All of the entries below must be copied out exactly.

Saved data entries:
▼▼▼
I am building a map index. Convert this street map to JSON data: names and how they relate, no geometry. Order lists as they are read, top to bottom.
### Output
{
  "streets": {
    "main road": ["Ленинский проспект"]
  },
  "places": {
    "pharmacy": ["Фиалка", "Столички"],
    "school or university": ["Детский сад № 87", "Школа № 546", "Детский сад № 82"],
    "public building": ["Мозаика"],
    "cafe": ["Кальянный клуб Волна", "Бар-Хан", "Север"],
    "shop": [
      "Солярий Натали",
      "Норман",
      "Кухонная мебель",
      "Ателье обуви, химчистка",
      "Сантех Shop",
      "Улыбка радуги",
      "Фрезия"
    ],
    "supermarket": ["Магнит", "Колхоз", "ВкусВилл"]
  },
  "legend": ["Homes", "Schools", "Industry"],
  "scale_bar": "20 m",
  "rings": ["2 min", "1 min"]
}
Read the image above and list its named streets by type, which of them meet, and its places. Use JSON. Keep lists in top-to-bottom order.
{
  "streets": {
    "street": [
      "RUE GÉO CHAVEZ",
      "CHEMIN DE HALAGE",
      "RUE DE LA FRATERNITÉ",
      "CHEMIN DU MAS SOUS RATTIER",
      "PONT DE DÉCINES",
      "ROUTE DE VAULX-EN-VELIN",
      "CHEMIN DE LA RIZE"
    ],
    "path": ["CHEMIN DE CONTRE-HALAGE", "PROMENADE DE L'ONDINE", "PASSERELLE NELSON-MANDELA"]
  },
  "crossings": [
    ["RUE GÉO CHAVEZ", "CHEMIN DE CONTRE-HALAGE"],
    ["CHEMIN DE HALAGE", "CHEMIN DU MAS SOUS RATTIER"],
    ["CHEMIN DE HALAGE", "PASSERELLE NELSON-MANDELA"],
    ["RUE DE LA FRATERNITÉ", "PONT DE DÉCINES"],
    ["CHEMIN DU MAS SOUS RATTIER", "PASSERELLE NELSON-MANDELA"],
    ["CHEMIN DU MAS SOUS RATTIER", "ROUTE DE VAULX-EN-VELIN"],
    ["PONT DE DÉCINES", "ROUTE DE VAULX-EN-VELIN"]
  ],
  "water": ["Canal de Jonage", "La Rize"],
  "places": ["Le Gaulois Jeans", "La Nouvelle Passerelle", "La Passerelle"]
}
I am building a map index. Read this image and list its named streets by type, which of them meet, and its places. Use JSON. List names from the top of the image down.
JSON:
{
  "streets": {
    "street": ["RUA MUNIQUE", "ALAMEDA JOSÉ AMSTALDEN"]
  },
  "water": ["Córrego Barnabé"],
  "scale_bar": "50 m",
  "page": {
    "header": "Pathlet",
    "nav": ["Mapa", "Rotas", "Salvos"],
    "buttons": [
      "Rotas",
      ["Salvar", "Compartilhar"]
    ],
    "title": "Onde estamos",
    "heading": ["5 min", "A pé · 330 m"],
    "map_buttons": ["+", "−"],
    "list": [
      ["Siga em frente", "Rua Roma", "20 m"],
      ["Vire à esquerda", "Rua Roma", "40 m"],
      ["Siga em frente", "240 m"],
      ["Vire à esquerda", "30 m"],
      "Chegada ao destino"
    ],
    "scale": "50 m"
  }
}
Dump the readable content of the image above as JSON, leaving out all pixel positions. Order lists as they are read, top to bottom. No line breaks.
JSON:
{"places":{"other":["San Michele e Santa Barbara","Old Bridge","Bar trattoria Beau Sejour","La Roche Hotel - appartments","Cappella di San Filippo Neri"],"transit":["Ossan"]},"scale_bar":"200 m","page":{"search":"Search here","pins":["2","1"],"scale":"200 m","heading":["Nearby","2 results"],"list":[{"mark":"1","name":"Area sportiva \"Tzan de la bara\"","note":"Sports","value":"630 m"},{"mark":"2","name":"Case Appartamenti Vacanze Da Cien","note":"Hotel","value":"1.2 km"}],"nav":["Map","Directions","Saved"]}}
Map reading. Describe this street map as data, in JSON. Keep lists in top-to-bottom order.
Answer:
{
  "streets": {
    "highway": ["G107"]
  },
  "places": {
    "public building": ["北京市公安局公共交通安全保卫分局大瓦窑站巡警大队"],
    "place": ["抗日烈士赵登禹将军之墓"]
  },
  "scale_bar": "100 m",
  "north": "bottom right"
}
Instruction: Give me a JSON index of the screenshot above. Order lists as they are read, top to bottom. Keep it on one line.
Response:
▲▲▲
■ Solved problem:
I am building a map index. Convert this street map to JSON data: names and how they relate, no geometry. Order lists as they are read, top to bottom.
### Output
{
  "streets": {
    "main road": ["Ленинский проспект"]
  },
  "places": {
    "pharmacy": ["Фиалка", "Столички"],
    "school or university": ["Детский сад № 87", "Школа № 546", "Детский сад № 82"],
    "public building": ["Мозаика"],
    "cafe": ["Кальянный клуб Волна", "Бар-Хан", "Север"],
    "shop": [
      "Солярий Натали",
      "Норман",
      "Кухонная мебель",
      "Ателье обуви, химчистка",
      "Сантех Shop",
      "Улыбка радуги",
      "Фрезия"
    ],
    "supermarket": ["Магнит", "Колхоз", "ВкусВилл"]
  },
  "legend": ["Homes", "Schools", "Industry"],
  "scale_bar": "20 m",
  "rings": ["2 min", "1 min"]
}
Read the image above and list its named streets by type, which of them meet, and its places. Use JSON. Keep lists in top-to-bottom order.
{
  "streets": {
    "street": [
      "RUE GÉO CHAVEZ",
      "CHEMIN DE HALAGE",
      "RUE DE LA FRATERNITÉ",
      "CHEMIN DU MAS SOUS RATTIER",
      "PONT DE DÉCINES",
      "ROUTE DE VAULX-EN-VELIN",
      "CHEMIN DE LA RIZE"
    ],
    "path": ["CHEMIN DE CONTRE-HALAGE", "PROMENADE DE L'ONDINE", "PASSERELLE NELSON-MANDELA"]
  },
  "crossings": [
    ["RUE GÉO CHAVEZ", "CHEMIN DE CONTRE-HALAGE"],
    ["CHEMIN DE HALAGE", "CHEMIN DU MAS SOUS RATTIER"],
    ["CHEMIN DE HALAGE", "PASSERELLE NELSON-MANDELA"],
    ["RUE DE LA FRATERNITÉ", "PONT DE DÉCINES"],
    ["CHEMIN DU MAS SOUS RATTIER", "PASSERELLE NELSON-MANDELA"],
    ["CHEMIN DU MAS SOUS RATTIER", "ROUTE DE VAULX-EN-VELIN"],
    ["PONT DE DÉCINES", "ROUTE DE VAULX-EN-VELIN"]
  ],
  "water": ["Canal de Jonage", "La Rize"],
  "places": ["Le Gaulois Jeans", "La Nouvelle Passerelle", "La Passerelle"]
}
I am building a map index. Read this image and list its named streets by type, which of them meet, and its places. Use JSON. List names from the top of the image down.
JSON:
{
  "streets": {
    "street": ["RUA MUNIQUE", "ALAMEDA JOSÉ AMSTALDEN"]
  },
  "water": ["Córrego Barnabé"],
  "scale_bar": "50 m",
  "page": {
    "header": "Pathlet",
    "nav": ["Mapa", "Rotas", "Salvos"],
    "buttons": [
      "Rotas",
      ["Salvar", "Compartilhar"]
    ],
    "title": "Onde estamos",
    "heading": ["5 min", "A pé · 330 m"],
    "map_buttons": ["+", "−"],
    "list": [
      ["Siga em frente", "Rua Roma", "20 m"],
      ["Vire à esquerda", "Rua Roma", "40 m"],
      ["Siga em frente", "240 m"],
      ["Vire à esquerda", "30 m"],
      "Chegada ao destino"
    ],
    "scale": "50 m"
  }
}
Dump the readable content of the image above as JSON, leaving out all pixel positions. Order lists as they are read, top to bottom. No line breaks.
JSON:
{"places":{"other":["San Michele e Santa Barbara","Old Bridge","Bar trattoria Beau Sejour","La Roche Hotel - appartments","Cappella di San Filippo Neri"],"transit":["Ossan"]},"scale_bar":"200 m","page":{"search":"Search here","pins":["2","1"],"scale":"200 m","heading":["Nearby","2 results"],"list":[{"mark":"1","name":"Area sportiva \"Tzan de la bara\"","note":"Sports","value":"630 m"},{"mark":"2","name":"Case Appartamenti Vacanze Da Cien","note":"Hotel","value":"1.2 km"}],"nav":["Map","Directions","Saved"]}}
Map reading. Describe this street map as data, in JSON. Keep lists in top-to-bottom order.
Answer:
{
  "streets": {
    "highway": ["G107"]
  },
  "places": {
    "public building": ["北京市公安局公共交通安全保卫分局大瓦窑站巡警大队"],
    "place": ["抗日烈士赵登禹将军之墓"]
  },
  "scale_bar": "100 m",
  "north": "bottom right"
}
Instruction: Give me a JSON index of the screenshot above. Order lists as they are read, top to bottom. Keep it on one line.
Response:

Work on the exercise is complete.